A dear friend of mine, John O’Melia, a 19–year–old on the day the camp was liberated, was among the first U.S. soldiers to enter the camp. Before he died a few years ago, John told me a great deal about that day. It turned out to be a turning point in his life.
After the camp was secured, which was a complicated process—as many as 50 SS guards were killed by the former prisoners—John told me that he sat alone, prayed, and read the New Testament that his mother had tucked into his pocket before he left for Europe.
His prayer that day, he said, was that God would use him in the years to come to prevent anything like Dachau from ever happening again.
John came home after the war and almost immediately went to work for the YMCA. His first job was to be executive director of the YMCA in Cleveland, and he is best remembered for having organized the first–ever, inter–racial summer camp during the 1950s. This idea was not universally popular, but it was John’s way of responding to what he had seen at Dachau. For his courage he was elected, later in his life, to the YMCA Hall of Fame.
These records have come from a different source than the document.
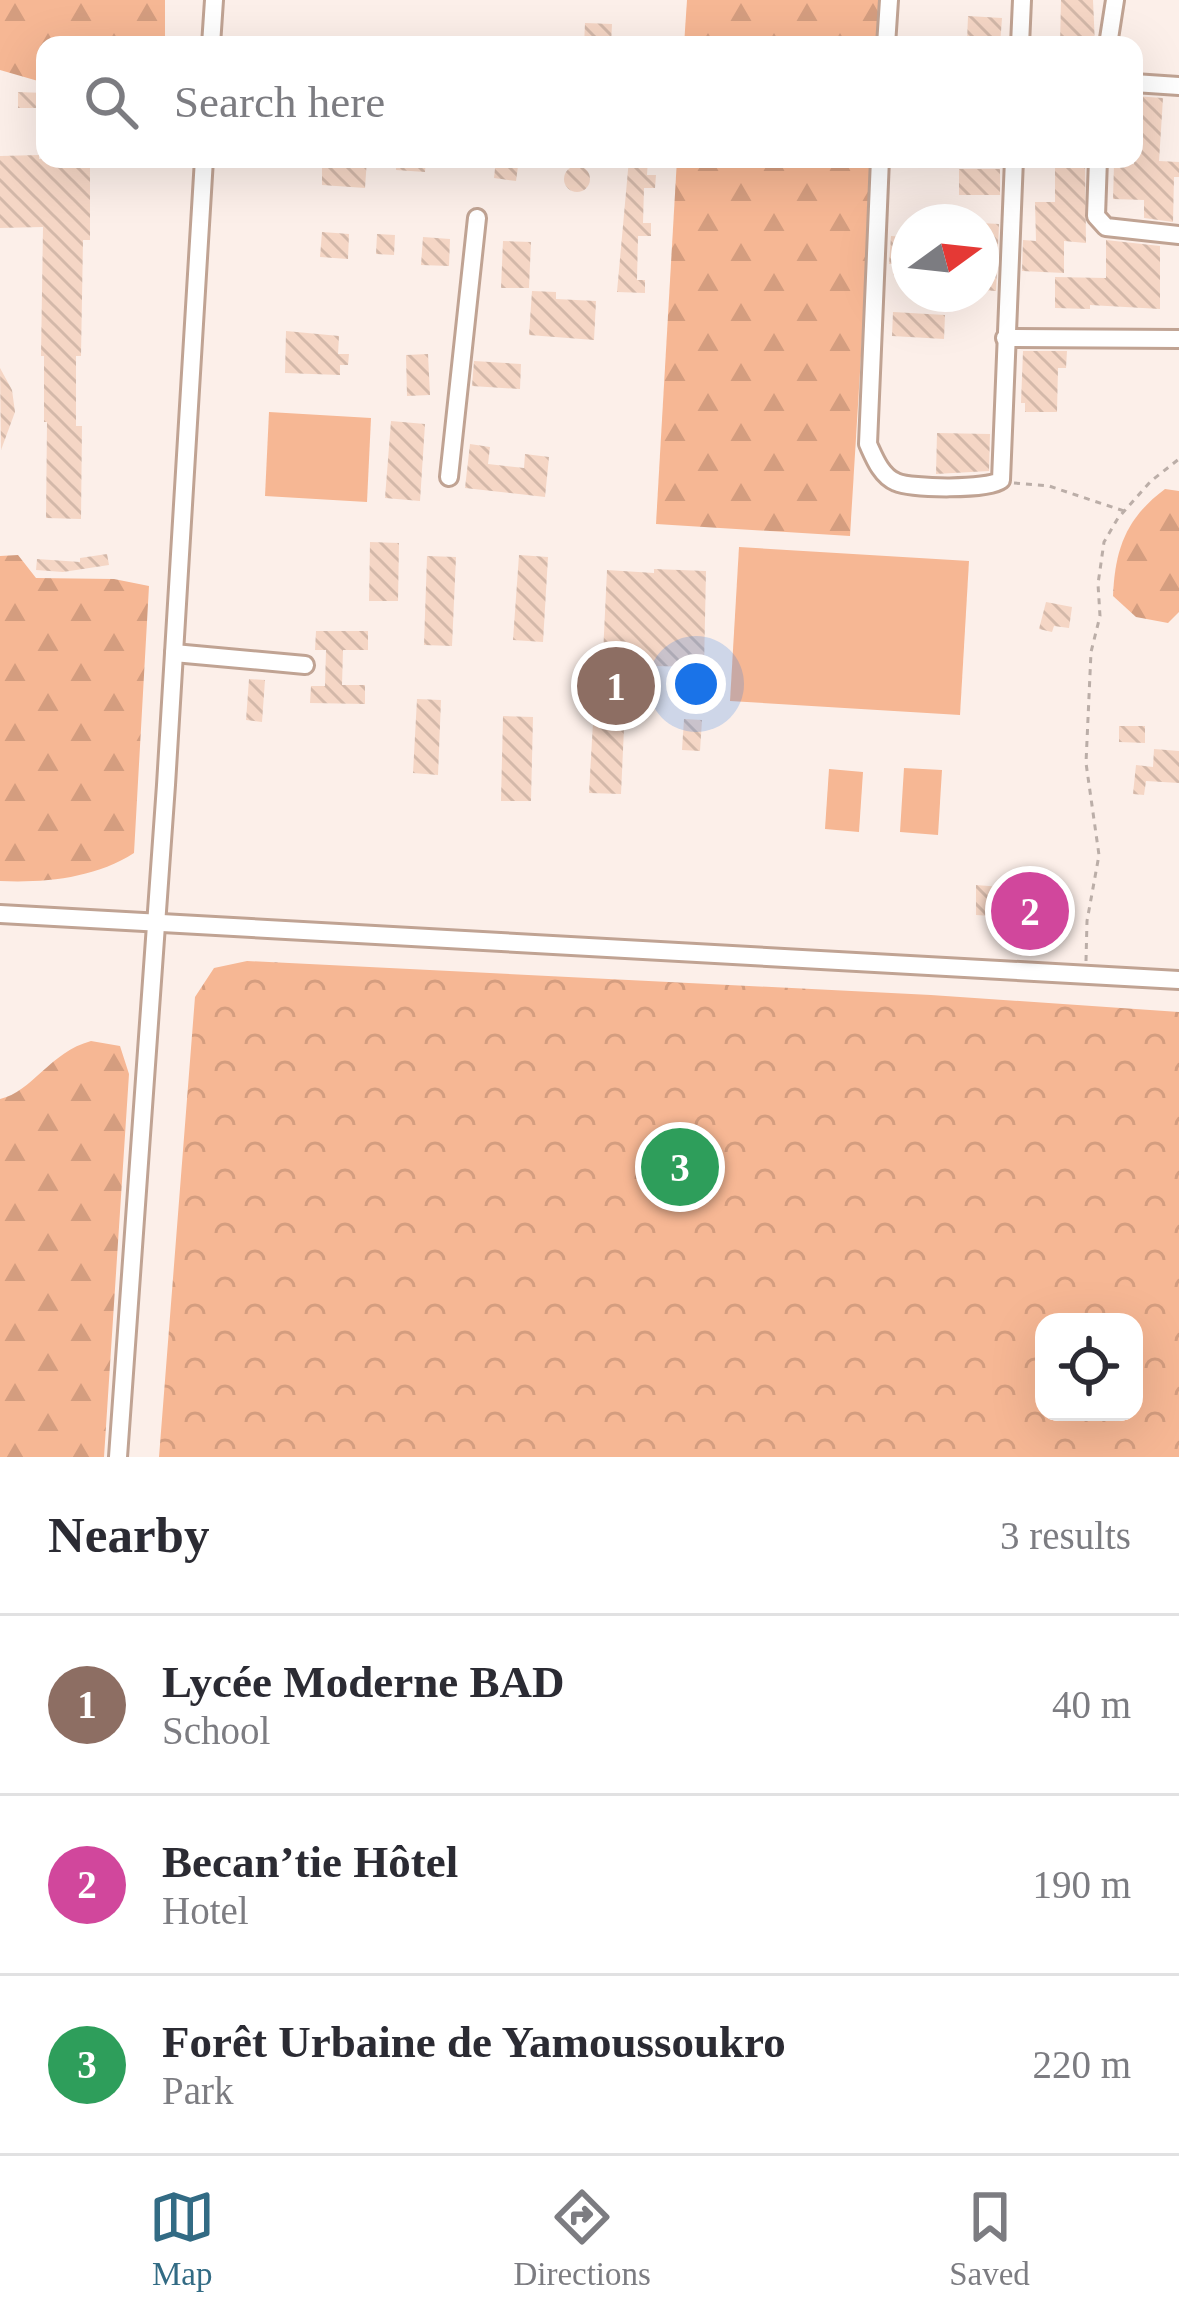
<!DOCTYPE html>
<html lang="en">
<head>
<meta charset="utf-8">
<style>
	body { margin:0; font-family:"Times New Roman",serif; background:#f7f7f7; color:#2b2b33 }
	.controls { position:absolute; right:36px; bottom:36px; display:grid; overflow:hidden; border-radius:24px; box-shadow:0 12px 48px #0002 }
	.controls button { width:108px; height:108px; display:grid; place-items:center; padding:0; border:0; border-bottom:3px solid #e1e1e2; background:#fff; color:#2b2b33; font:60px sans-serif }
	.compass { position:absolute; left:891px; top:204px; width:108px; height:108px; border-radius:50%; background:#fff; box-shadow:0 12px 48px #0002; rotate:75deg }
	.you { position:absolute; left:696px; top:684px; width:42px; height:42px; margin:-30px; border:9px solid #fff; border-radius:50%; background:#1a73e8; box-shadow:0 0 0 18px #1a73e833 }
	.badge { display:grid; place-items:center; width:78px; height:78px; border-radius:50%; background:#326b84; color:#fff; font-size:39px; font-weight:700 }
	.pin { position:absolute; translate:-50% -50%; border:6px solid #fff; box-shadow:0 3px 12px #0006 }
	.list { margin:0; padding:0; list-style:none }
	h2 { display:flex; justify-content:space-between; align-items:center; height:156px; margin:0; padding:0 48px; font-size:51px }
	h2 small { font-size:39px; font-weight:400; color:#7c7c81 }
	.list li { display:grid; grid-template-columns:78px 1fr auto; gap:36px; align-items:center; box-sizing:border-box; height:180px; padding:0 48px; border-top:3px solid #e1e1e2 }
	.list b { display:block; font-size:45px; white-space:nowrap }
	.list p { margin:0; font-size:39px; white-space:nowrap; color:#7c7c81 }
	.list em { font-size:39px; font-style:normal; color:#7c7c81 }
	.icon { flex:none; width:66px; height:66px; fill:none; stroke:currentColor; stroke-width:2; stroke-linecap:round; stroke-linejoin:round }
	.map { position:relative; flex:none; width:1179px; height:1457px; overflow:hidden }
	.search { position:absolute; background:#fff; box-shadow:0 12px 48px #0002; left:36px; right:36px; top:36px; height:132px; display:flex; align-items:center; gap:30px; box-sizing:border-box; padding:0 42px; border-radius:24px; color:#7c7c81; font-size:45px }
	.sheet { height:696px; background:#fff }
	nav { display:flex; justify-content:space-around; align-items:center; box-sizing:border-box; height:168px; border-top:3px solid #e1e1e2; background:#fff; font-size:33px; color:#7c7c81 }
	nav a { display:grid; justify-items:center; gap:6px }
	nav .on { color:#326b84 }
	.map>svg:first-child { display:block }
	.forest { fill:url(#forest-firs) }
	.park { fill:url(#park-crowns); fill-rule:evenodd }
	.pitch { fill:#f6b794 }
	.building { fill:url(#building-back-hatch) }
	.lines { fill:none; stroke-linecap:round; stroke-linejoin:round }
	.minor-casing { stroke:#c0a393; stroke-width:22 }
	.path { stroke:#bbaea8; stroke-width:3; stroke-dasharray:6 6; stroke-linecap:butt }
	.minor { stroke:#fff; stroke-width:16 }
</style>
</head>
<body>
<div class="map">
<svg width="1179" height="1457" viewBox="0 0 1179 1457">
	<defs>
		<pattern id="forest-firs" width="22" height="20" patternUnits="userSpaceOnUse" patternTransform="scale(3)"><rect width="22" height="20" fill="#f6b794"/><path d="M5 1l3.5 6h-7zM16 11l3.5 6h-7z" fill="#d49d7f"/></pattern>
		<pattern id="park-crowns" width="20" height="18" patternUnits="userSpaceOnUse" patternTransform="scale(3)"><rect width="20" height="18" fill="#f6b794"/><path d="M2 6a3 3 0 1 1 6 0M12 15a3 3 0 1 1 6 0" fill="none" stroke="#d49d7f"/></pattern>
		<pattern id="building-back-hatch" width="6" height="6" patternUnits="userSpaceOnUse" patternTransform="scale(3)"><rect width="6" height="6" fill="#f5d6c5"/><path d="M-1 5l2 2M0 0l6 6M5-1l2 2" fill="none" stroke="#d3b8a9"/></pattern>
	</defs>
	<rect width="100%" height="100%" fill="#fcefe9"/>
	<g class="forest">
		<path d="M 0,0 L 165,0 L 165,45 L 45,45 L 45,83 L 0,70 Z"/>
		<path d="M 687,0 L 882,0 L 880,45 L 684,45 Z"/>
		<path d="M 677,159 L 873,159 L 850,536 L 656,524 Z"/>
		<path d="M 1165,489 L 1179,491 L 1179,612 L 1168,623 L 1136,617 L 1113,596 C 1115,549 1126,518 1165,489 Z"/>
		<path d="M 18,555 L 36,578 L 114,579 L 149,586 L 134,853 C 95,878 46,883 0,881 L 0,556 Z"/>
		<path d="M 91,1041 L 120,1046 L 129,1074 L 104,1457 L 0,1457 L 0,1099 C 32,1092 50,1052 91,1041 Z"/>
	</g>
	<path class="park" d="M 247,961 L 931,995 L 1179,1012 L 1179,1457 L 159,1457 L 195,997 L 214,968 ZM 1044,1322 L 1134,1322 L 1134,1412 L 1044,1412 Z"/>
	<g class="pitch">
		<path d="M 269,412 L 371,418 L 367,502 L 265,496 Z"/>
		<path d="M 739,547 L 969,561 L 960,715 L 730,701 Z"/>
		<path d="M 904,768 L 942,770 L 938,835 L 900,832 Z"/>
		<path d="M 829,769 L 863,772 L 859,832 L 825,829 Z"/>
	</g>
	<g class="building">
		<path d="M 1061,0 L 1093,0 L 1095,45 L 1060,45 Z"/>
		<path d="M 968,16 L 1002,18 L 1000,45 L 967,42 Z"/>
		<path d="M 585,23 L 612,24 L 611,45 L 584,45 Z"/>
		<path d="M 18,92 L 45,93 L 45,108 L 18,108 Z"/>
		<path d="M 1134,96 L 1163,98 L 1159,161 L 1179,162 L 1179,177 L 1174,177 L 1173,222 L 1144,218 L 1144,200 L 1113,199 L 1114,164 L 1134,164 Z"/>
		<path d="M 39,155 L 39,159 L 90,159 L 90,240 L 83,240 L 81,356 L 76,356 L 76,426 L 82,426 L 81,519 L 46,518 L 47,422 L 44,422 L 44,356 L 41,356 L 43,227 L 0,228 L 0,156 Z"/>
		<path d="M 346,159 L 367,159 L 365,188 L 322,185 L 322,166 L 346,167 Z"/>
		<path d="M 396,159 L 426,159 L 425,172 L 396,170 Z"/>
		<path d="M 496,159 L 519,159 L 516,181 L 494,178 Z"/>
		<path d="M 629,159 L 648,159 L 647,175 L 656,175 L 655,188 L 644,188 L 643,223 L 651,223 L 651,236 L 638,236 L 637,280 L 645,280 L 645,293 L 617,292 Z"/>
		<path d="M 1055,159 L 1085,159 L 1086,243 L 1064,241 L 1064,273 L 1022,271 L 1023,240 L 1036,241 L 1035,202 L 1055,202 Z"/>
		<circle cx="577" cy="179" r="13"/>
		<rect x="959" y="169" width="41" height="26"/>
		<path d="M 981,223 L 999,224 L 996,291 L 981,290 Z"/>
		<path d="M 322,232 L 349,234 L 348,259 L 320,257 Z"/>
		<path d="M 377,234 L 395,235 L 394,255 L 376,254 Z"/>
		<path d="M 891,236 L 909,237 L 909,277 L 893,275 L 894,264 L 889,264 Z"/>
		<path d="M 423,237 L 450,239 L 449,266 L 421,265 Z"/>
		<path d="M 1106,240 L 1160,246 L 1160,309 L 1090,305 L 1090,309 L 1055,308 L 1055,277 L 1106,278 Z"/>
		<path d="M 503,241 L 531,242 L 529,288 L 501,288 Z"/>
		<path d="M 532,291 L 556,292 L 556,299 L 596,301 L 594,340 L 529,335 Z"/>
		<path d="M 893,312 L 945,315 L 944,339 L 892,336 Z"/>
		<path d="M 286,331 L 339,336 L 338,354 L 349,354 L 348,365 L 340,365 L 340,375 L 285,373 Z"/>
		<path d="M 1023,351 L 1067,351 L 1066,368 L 1058,368 L 1057,412 L 1025,412 L 1025,403 L 1021,403 Z"/>
		<path d="M 428,354 L 430,395 L 407,396 L 406,355 Z"/>
		<path d="M 474,361 L 521,364 L 520,389 L 472,386 Z"/>
		<path d="M 0,368 L 12,390 L 15,412 L 1,450 Z"/>
		<path d="M 391,421 L 425,424 L 420,501 L 385,498 Z"/>
		<path d="M 937,433 L 990,434 L 989,471 L 936,474 Z"/>
		<path d="M 470,444 L 490,447 L 488,464 L 524,468 L 525,454 L 549,457 L 545,497 L 465,488 Z"/>
		<path d="M 370,542 L 399,543 L 398,601 L 369,601 Z"/>
		<path d="M 107,554 L 109,565 L 63,572 L 36,570 L 37,559 L 80,562 L 80,558 Z"/>
		<path d="M 519,555 L 548,557 L 543,642 L 513,640 Z"/>
		<path d="M 427,556 L 456,557 L 452,646 L 424,645 Z"/>
		<path d="M 654,569 L 706,571 L 704,667 L 651,666 L 651,658 L 603,655 L 607,570 L 654,573 Z"/>
		<path d="M 1046,602 L 1072,607 L 1069,628 L 1054,626 L 1052,632 L 1039,629 Z"/>
		<path d="M 316,631 L 368,631 L 368,650 L 343,650 L 342,685 L 365,685 L 365,704 L 310,703 L 311,686 L 325,686 L 326,650 L 315,650 Z"/>
		<path d="M 249,679 L 265,680 L 262,722 L 246,720 Z"/>
		<path d="M 417,699 L 441,700 L 438,775 L 413,773 Z"/>
		<path d="M 594,705 L 625,706 L 621,794 L 589,793 Z"/>
		<path d="M 503,716 L 533,717 L 531,801 L 501,801 Z"/>
		<path d="M 684,719 L 702,720 L 700,751 L 682,750 Z"/>
		<path d="M 1119,726 L 1145,726 L 1145,743 L 1119,742 Z"/>
		<path d="M 1154,749 L 1179,751 L 1179,783 L 1146,781 L 1144,795 L 1133,794 L 1136,765 L 1153,767 Z"/>
		<path d="M 976,885 L 1066,892 L 1065,921 L 976,915 Z"/>
	</g>
	<g class="lines">
		<defs>
			<g id="minor">
				<path d="M 211,45 L 214,0"/>
				<path d="M 886,45 L 889,0"/>
				<path d="M 1020,45 L 1022,0"/>
				<path d="M 1108,45 L 1115,0"/>
				<path d="M 1134,83 L 1179,86"/>
				<path d="M 880,159 L 868,444 C 874,457 881,476 896,482 C 912,489 988,490 1001,480 L 1014,159"/>
				<path d="M 1098,159 L 1096,216 L 1106,227 L 1179,235"/>
				<path d="M 1005,338 L 1179,339"/>
				<path d="M 449,477 L 477,218"/>
				<path d="M 174,653 L 305,665"/>
				<path d="M 0,914 L 1179,980"/>
				<path d="M 118,1457 L 166,785 L 204,159"/>
			</g>
		</defs>
		<use href="#minor" class="minor-casing"/>
		<g class="path">
			<path d="M 1014,483 L 1049,486 L 1124,511"/>
			<path d="M 1086,961 L 1087,921 L 1099,855 L 1086,763 L 1091,652 L 1100,616 L 1098,584 L 1104,542 L 1118,518 L 1151,481 L 1179,459"/>
		</g>
		<use href="#minor" class="minor"/>
	</g>
</svg>
<div class="controls">
<button><svg class="icon" aria-label="locate" viewBox="0 0 24 24"><circle cx="12" cy="12" r="6"/><path d="M12 2v4M12 18v4M2 12h4M18 12h4"/></svg></button>
</div>
<svg class="compass" viewBox="-18 -18 36 36"><path d="M0-13l5 13h-10z" fill="#e53935"/><path d="M0 13l5-13h-10z" fill="#7c7c81"/></svg>
<div class="you"></div>
<div class="pin badge" style="left:616px;top:686px;background:#8d6e63">1</div>
<div class="pin badge" style="left:1030px;top:911px;background:#d1479c">2</div>
<div class="pin badge" style="left:680px;top:1167px;background:#2e9e5b">3</div>
<div class="search"><svg class="icon" aria-label="search" viewBox="0 0 24 24"><circle cx="10" cy="10" r="6"/><path d="M15 15l6 6"/></svg>Search here</div>
</div>
<section class="sheet">
<h2>Nearby<small>3 results</small></h2>
<ul class="list">
<li><span class="badge" style="background:#8d6e63">1</span><div><b>Lycée Moderne BAD</b><p>School</p></div><em>40 m</em></li>
<li><span class="badge" style="background:#d1479c">2</span><div><b>Becan’tie Hôtel</b><p>Hotel</p></div><em>190 m</em></li>
<li><span class="badge" style="background:#2e9e5b">3</span><div><b>Forêt Urbaine de Yamoussoukro</b><p>Park</p></div><em>220 m</em></li>
</ul>
</section>
<nav>
<a class="on"><svg class="icon" aria-label="map" viewBox="0 0 24 24"><path d="M3 6l6-2 6 2 6-2v14l-6 2-6-2-6 2zM9 4v14M15 6v14"/></svg>Map</a>
<a><svg class="icon" aria-label="directions" viewBox="0 0 24 24"><path d="M12 3l9 9-9 9-9-9zM9 14v-3h6M13 9l2 2-2 2"/></svg>Directions</a>
<a><svg class="icon" aria-label="saved" viewBox="0 0 24 24"><path d="M7 4h10v16l-5-4-5 4z"/></svg>Saved</a>
</nav>
</body>
</html>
As I think about our world and our country right now, I am convinced that we need more people like John, people who are determined to take a stand against hatred, racism, and bigotry, people who will choose reconciliation over division, even when it is an unpopular choice.
I don’t know exactly how to get there, but I am committing my own life to the work. I have been to Dachau, I have seen where division leads, I have been reduced to sobbing in the face of unspeakable evil. I have decided to choose the way of reconciliation.